§ **What you need to do**: Scan the entries that follow and copy out every line containing "Francesc".

(Items listed in a dataset)
■ ■ ■

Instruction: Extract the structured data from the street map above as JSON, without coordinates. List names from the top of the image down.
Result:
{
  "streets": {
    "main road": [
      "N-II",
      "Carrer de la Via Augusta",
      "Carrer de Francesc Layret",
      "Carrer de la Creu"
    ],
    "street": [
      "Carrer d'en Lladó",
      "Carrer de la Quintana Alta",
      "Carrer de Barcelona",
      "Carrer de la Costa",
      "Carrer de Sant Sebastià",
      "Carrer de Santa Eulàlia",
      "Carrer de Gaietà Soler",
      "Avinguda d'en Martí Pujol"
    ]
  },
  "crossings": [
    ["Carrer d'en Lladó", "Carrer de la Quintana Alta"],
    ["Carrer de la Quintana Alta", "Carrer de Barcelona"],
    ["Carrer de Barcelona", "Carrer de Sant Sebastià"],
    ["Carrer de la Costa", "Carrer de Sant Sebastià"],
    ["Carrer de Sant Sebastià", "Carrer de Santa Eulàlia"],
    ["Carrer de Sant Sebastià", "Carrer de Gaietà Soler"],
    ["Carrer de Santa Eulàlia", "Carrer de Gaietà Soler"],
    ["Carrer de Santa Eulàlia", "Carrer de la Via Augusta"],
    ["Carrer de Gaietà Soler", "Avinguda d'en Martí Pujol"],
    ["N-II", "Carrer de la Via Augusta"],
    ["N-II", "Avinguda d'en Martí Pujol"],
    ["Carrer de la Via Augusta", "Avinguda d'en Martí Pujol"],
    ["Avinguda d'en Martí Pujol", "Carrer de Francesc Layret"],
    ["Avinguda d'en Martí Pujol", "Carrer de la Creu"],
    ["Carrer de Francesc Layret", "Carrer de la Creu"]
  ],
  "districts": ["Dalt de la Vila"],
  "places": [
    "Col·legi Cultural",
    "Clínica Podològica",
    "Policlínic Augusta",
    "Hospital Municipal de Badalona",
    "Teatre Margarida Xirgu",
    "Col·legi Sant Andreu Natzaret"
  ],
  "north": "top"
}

■ ■ ■

§ **Answer section**:
      "Carrer de Francesc Layret",
    ["Avinguda d'en Martí Pujol", "Carrer de Francesc Layret"],
    ["Carrer de Francesc Layret", "Carrer de la Creu"]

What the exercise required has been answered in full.